• _EXERCISE DETAILS_: Starting with the line that contains "Map reading. Read the map" and stopping after the line that contains "Serialize what can", copy the entries below exactly. Include nothing else.

Saved entries:
______________________________

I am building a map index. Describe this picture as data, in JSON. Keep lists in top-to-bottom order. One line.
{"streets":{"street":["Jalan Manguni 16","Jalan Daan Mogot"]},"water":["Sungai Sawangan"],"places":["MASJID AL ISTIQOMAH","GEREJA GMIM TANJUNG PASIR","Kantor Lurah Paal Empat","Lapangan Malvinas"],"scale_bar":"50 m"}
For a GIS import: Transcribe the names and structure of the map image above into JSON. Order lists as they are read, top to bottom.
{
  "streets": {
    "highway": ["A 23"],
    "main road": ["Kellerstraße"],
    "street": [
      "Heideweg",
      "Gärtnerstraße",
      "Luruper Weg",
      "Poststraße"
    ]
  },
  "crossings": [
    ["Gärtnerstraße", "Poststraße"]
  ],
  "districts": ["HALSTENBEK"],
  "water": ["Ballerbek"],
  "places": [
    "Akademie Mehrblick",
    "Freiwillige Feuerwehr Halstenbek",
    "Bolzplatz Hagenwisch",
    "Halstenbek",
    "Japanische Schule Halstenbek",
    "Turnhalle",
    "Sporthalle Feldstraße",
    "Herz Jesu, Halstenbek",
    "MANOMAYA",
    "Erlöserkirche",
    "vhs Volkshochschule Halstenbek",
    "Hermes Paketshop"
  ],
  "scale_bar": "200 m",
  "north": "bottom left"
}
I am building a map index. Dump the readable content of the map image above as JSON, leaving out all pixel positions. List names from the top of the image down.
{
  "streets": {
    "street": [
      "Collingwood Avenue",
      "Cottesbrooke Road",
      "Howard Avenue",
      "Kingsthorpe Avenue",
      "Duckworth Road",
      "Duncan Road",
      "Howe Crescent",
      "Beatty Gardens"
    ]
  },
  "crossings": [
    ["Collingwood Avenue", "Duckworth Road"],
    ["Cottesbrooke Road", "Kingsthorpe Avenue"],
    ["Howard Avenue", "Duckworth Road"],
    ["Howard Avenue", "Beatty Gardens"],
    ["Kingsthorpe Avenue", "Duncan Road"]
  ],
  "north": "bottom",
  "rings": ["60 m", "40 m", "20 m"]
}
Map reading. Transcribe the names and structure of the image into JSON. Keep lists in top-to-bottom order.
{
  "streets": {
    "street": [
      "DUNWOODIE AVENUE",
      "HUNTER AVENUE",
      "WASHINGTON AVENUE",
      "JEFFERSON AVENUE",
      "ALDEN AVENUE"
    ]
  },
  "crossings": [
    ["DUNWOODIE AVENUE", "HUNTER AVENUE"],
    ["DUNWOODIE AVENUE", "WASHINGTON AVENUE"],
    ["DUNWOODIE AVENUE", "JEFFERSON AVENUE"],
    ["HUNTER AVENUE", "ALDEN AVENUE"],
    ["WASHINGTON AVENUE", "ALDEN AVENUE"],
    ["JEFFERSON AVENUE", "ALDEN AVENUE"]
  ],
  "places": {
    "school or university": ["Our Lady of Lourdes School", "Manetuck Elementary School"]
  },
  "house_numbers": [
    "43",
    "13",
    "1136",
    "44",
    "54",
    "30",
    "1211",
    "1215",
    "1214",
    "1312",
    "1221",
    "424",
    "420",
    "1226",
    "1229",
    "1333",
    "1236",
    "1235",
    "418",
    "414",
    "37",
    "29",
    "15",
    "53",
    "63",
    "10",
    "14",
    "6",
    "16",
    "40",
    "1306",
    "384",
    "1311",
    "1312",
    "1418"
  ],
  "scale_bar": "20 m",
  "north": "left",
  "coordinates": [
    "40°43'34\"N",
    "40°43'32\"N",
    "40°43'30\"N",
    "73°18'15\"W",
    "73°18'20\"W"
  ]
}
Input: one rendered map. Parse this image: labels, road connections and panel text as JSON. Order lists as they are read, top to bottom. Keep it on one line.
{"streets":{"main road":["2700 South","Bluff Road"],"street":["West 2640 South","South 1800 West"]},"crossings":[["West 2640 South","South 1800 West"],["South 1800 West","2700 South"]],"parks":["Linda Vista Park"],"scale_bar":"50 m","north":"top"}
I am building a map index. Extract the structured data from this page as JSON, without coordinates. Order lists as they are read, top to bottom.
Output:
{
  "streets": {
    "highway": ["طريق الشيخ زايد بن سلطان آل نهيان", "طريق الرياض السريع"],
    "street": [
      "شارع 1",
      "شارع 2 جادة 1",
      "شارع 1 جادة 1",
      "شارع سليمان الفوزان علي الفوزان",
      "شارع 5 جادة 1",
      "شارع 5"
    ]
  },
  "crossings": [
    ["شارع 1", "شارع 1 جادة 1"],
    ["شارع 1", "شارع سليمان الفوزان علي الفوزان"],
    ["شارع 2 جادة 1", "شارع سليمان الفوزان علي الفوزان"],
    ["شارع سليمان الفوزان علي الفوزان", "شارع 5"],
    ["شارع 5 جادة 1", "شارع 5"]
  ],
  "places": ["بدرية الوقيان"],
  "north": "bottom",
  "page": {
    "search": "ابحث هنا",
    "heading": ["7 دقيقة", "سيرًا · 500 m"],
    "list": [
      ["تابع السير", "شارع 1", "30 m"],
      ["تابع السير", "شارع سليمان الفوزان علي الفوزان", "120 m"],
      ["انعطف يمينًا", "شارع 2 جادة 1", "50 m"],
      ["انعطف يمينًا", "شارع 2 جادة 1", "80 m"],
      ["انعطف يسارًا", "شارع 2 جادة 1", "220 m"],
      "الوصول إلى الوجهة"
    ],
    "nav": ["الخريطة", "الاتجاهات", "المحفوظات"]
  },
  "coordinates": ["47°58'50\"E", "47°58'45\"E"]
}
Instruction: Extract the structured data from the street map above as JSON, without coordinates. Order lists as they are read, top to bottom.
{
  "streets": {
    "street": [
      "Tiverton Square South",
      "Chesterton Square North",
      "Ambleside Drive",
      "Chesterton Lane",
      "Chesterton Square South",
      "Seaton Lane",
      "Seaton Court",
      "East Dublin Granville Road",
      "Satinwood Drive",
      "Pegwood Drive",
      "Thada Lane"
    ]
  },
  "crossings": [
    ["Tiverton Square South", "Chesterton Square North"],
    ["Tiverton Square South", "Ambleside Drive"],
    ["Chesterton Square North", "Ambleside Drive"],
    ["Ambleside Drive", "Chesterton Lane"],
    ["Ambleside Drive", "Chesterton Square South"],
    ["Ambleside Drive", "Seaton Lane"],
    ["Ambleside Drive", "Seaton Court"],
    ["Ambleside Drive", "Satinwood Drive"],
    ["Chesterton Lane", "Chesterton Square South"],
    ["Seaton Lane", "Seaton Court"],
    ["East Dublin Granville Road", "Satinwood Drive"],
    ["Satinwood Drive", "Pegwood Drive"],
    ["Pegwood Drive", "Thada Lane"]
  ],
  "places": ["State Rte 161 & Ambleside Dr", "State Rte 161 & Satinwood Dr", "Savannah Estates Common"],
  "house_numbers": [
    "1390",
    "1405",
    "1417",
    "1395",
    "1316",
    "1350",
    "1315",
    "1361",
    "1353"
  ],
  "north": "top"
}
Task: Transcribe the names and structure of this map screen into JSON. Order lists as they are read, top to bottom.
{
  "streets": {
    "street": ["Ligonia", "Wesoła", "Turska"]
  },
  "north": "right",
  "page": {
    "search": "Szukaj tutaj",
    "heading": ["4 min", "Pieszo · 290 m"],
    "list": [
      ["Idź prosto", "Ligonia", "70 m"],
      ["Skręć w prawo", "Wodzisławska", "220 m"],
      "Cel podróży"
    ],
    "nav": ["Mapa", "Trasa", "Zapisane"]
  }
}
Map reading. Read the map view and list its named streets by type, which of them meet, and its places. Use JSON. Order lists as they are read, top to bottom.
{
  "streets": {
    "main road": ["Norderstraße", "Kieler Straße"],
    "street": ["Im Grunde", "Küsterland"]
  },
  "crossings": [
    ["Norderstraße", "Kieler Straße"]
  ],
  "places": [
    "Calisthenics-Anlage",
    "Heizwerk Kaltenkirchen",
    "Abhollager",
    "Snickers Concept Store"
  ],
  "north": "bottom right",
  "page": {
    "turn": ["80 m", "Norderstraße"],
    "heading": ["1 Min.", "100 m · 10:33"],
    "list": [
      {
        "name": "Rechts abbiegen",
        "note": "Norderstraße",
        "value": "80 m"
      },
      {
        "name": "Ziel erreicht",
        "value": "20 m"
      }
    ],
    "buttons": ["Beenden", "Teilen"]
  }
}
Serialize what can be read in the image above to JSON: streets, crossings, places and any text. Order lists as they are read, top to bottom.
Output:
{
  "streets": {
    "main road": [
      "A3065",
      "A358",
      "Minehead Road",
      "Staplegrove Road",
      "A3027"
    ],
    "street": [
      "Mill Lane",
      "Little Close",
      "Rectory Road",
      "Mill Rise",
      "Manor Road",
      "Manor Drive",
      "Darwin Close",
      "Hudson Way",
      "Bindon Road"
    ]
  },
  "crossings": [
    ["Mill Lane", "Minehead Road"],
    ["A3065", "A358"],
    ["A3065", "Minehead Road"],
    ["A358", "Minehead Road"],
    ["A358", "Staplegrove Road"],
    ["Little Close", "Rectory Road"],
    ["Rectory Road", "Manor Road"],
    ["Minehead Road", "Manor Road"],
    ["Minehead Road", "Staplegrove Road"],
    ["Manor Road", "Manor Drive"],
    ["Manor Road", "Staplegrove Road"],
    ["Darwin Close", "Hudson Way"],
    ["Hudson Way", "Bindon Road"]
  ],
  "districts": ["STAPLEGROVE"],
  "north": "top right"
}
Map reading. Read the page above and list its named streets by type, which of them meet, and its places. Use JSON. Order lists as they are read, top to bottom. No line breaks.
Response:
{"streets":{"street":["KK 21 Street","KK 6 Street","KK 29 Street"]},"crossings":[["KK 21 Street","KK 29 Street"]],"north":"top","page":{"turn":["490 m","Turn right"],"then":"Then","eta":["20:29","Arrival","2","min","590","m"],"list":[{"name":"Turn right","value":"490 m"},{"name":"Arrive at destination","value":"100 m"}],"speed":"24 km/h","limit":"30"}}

______________________________

• _TASK ANSWER_:
Map reading. Read the map view and list its named streets by type, which of them meet, and its places. Use JSON. Order lists as they are read, top to bottom.
{
  "streets": {
    "main road": ["Norderstraße", "Kieler Straße"],
    "street": ["Im Grunde", "Küsterland"]
  },
  "crossings": [
    ["Norderstraße", "Kieler Straße"]
  ],
  "places": [
    "Calisthenics-Anlage",
    "Heizwerk Kaltenkirchen",
    "Abhollager",
    "Snickers Concept Store"
  ],
  "north": "bottom right",
  "page": {
    "turn": ["80 m", "Norderstraße"],
    "heading": ["1 Min.", "100 m · 10:33"],
    "list": [
      {
        "name": "Rechts abbiegen",
        "note": "Norderstraße",
        "value": "80 m"
      },
      {
        "name": "Ziel erreicht",
        "value": "20 m"
      }
    ],
    "buttons": ["Beenden", "Teilen"]
  }
}
Serialize what can be read in the image above to JSON: streets, crossings, places and any text. Order lists as they are read, top to bottom.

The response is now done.